Nice! Have seen these at an AD recently; it is quite stunning in the metal.


----------



## Oris7750 (Dec 12, 2018)

iberfoptic said:


> Guys,
> 
> I'm halfway there to having the funds to buy the oris aquis!!! As there are so many different combinations and limited editions I would appreciate some help deciding on a model. Would fellow members please share their thoughts and some pictures of their favourite aquis and maybe a short reasoning as to why it's your favourite combo??
> 
> ...


It is hard to pick just one. I like several all for different reasons, but if I had to pick just one, I would probably get the grey face. I did just buy my wife the blue face version for Christmas and I have to say that blue is great looking. It looks better in person than it did online. Rich blue against the black ceramic dial looks really good.


----------



## jman3566 (May 15, 2013)

My favorite Oris Aquis is the Titanium Chronograph with the grey dial


----------



## ofted42 (Jan 11, 2018)

Definitely a huge fan of the Staghorn, any watch with orange usually gets my motor running. Tried the GBR II edition but was just too big.


----------



## Earl Grey (Aug 17, 2013)

Probably the matte black with brushed black bezel and brushed lugs in 39.5. Polished lugs just seem out of place on this watch. Or the source of life, but need to see it in real life. Truthfully, I'd love a 41.5mm version. I can wear both the 43.5 and the 39.5, (6.25" wrists) but one looks a tad too big and the other a tad too small.










Sent from my iPad using Tapatalk


----------



## Fellows (Jul 19, 2016)

jman3566 said:


> My favorite Oris Aquis is the Titanium Chronograph with the grey dial
> 
> View attachment 13766293


Damn! That thing is awesome. The big brother to my simple date + time 40mm Aquis.


----------



## johnnmiller1 (Dec 2, 2011)

It makes me sad that no one has given any love to the Depth Gauge. Hands down my fave, perhaps my favorite dive watch ever. Such a good looking and under the radar watch.

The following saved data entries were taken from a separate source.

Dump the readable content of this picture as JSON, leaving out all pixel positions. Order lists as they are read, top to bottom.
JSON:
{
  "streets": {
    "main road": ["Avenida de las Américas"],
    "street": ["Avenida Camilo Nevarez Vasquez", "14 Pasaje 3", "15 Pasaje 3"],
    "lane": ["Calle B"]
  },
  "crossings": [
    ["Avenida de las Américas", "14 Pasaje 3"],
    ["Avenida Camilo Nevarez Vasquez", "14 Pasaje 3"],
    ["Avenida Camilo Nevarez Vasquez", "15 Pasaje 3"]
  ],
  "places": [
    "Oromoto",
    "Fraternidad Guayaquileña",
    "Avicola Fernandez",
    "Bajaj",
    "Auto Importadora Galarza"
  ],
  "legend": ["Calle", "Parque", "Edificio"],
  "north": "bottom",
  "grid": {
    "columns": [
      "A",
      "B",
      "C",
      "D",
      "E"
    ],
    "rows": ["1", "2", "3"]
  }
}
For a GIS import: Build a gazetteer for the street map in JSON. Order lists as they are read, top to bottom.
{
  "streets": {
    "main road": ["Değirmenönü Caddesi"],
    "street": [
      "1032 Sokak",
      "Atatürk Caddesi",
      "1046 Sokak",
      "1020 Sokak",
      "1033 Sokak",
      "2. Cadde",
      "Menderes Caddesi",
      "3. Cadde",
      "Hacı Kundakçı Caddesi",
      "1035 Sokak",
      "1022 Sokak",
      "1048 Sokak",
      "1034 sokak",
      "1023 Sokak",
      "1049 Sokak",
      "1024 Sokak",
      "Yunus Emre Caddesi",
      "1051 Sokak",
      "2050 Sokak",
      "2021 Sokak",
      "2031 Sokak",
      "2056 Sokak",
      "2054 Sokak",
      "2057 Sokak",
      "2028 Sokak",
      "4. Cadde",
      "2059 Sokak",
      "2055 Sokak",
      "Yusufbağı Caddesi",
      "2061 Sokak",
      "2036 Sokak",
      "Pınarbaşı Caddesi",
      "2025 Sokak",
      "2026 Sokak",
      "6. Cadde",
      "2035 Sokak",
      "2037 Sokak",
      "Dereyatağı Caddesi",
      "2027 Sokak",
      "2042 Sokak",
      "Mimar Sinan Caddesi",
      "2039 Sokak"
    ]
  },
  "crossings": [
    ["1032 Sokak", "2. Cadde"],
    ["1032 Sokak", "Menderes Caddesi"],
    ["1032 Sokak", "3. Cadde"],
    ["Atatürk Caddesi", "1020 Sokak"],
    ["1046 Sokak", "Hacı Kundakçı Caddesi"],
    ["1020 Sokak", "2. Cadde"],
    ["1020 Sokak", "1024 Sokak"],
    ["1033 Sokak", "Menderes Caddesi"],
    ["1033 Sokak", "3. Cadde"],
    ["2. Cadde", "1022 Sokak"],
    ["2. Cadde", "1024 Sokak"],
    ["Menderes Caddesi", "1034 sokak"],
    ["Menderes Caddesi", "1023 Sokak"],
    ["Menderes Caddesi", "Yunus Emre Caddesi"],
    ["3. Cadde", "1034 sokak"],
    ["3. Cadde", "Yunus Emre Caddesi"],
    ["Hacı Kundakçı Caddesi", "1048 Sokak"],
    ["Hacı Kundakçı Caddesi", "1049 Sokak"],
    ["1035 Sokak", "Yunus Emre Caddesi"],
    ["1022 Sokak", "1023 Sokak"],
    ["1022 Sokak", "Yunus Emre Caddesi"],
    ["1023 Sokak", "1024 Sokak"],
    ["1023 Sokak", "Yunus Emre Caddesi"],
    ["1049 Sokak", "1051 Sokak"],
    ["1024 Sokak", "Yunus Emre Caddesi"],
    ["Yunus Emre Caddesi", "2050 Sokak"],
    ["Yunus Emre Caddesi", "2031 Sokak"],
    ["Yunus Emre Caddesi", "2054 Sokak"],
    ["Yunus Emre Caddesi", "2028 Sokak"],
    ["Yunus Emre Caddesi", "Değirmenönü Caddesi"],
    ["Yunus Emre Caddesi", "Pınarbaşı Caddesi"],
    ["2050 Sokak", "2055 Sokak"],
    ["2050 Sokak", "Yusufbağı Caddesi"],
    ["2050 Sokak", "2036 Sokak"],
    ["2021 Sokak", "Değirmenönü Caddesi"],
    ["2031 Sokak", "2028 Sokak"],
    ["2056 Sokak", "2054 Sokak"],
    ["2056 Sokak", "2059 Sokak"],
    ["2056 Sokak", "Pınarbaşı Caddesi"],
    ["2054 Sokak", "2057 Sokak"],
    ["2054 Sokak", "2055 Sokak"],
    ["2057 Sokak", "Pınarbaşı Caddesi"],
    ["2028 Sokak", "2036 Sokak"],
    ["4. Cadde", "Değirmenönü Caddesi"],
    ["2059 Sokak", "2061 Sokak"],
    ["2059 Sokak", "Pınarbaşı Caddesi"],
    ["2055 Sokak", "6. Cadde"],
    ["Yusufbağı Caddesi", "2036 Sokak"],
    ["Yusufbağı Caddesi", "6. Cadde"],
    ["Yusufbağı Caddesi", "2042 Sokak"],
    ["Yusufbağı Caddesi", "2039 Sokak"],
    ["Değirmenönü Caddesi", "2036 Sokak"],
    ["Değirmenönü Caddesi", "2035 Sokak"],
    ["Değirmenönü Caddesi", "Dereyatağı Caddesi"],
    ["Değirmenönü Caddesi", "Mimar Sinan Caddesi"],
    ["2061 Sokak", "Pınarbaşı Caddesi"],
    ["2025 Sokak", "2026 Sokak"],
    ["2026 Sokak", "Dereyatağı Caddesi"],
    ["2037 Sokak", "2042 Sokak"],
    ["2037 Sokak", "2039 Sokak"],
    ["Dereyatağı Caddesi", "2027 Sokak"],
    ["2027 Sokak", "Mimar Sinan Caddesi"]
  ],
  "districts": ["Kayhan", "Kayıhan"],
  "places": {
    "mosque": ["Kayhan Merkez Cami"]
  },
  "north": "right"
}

Amazing how small it wears and how comfortable it is, considering its size. Pretty heavy on the bracelet though.


----------



## ZeeJayTC81 (Jul 17, 2018)

Does anyone know the lug to lug distance on the newer 43mm version? I've heard it wears smaller than that? Thanks

Sent from my Pixel 3 using Tapatalk


----------



## basso4735 (Aug 21, 2018)

ZeeJayTC81 said:


> Does anyone know the lug to lug distance on the newer 43mm version? I've heard it wears smaller than that? Thanks
> 
> Sent from my Pixel 3 using Tapatalk


I am looking at the same watch, I believe it is between 49-50.


----------



## Bart S (Nov 2, 2014)

JustAnotherFan said:


> I just picked this up and I could not be happier with it. Highly recommend
> 
> View attachment 13466039


I bought a Source of Life (on rubber strap) this weekend as well. The dial is astonishing. From grey, via blue to green depending on the light. I may order the metal bracelet at a later stage as well. Unfortunately I somehow cannot upload pictures anymore.


----------



## Earl Grey (Aug 17, 2013)

Bart S said:


> I bought a Source of Life (on rubber strap) this weekend as well. The dial is astonishing. From grey, via blue to green depending on the light. I may order the metal bracelet at a later stage as well. Unfortunately I somehow cannot upload pictures anymore.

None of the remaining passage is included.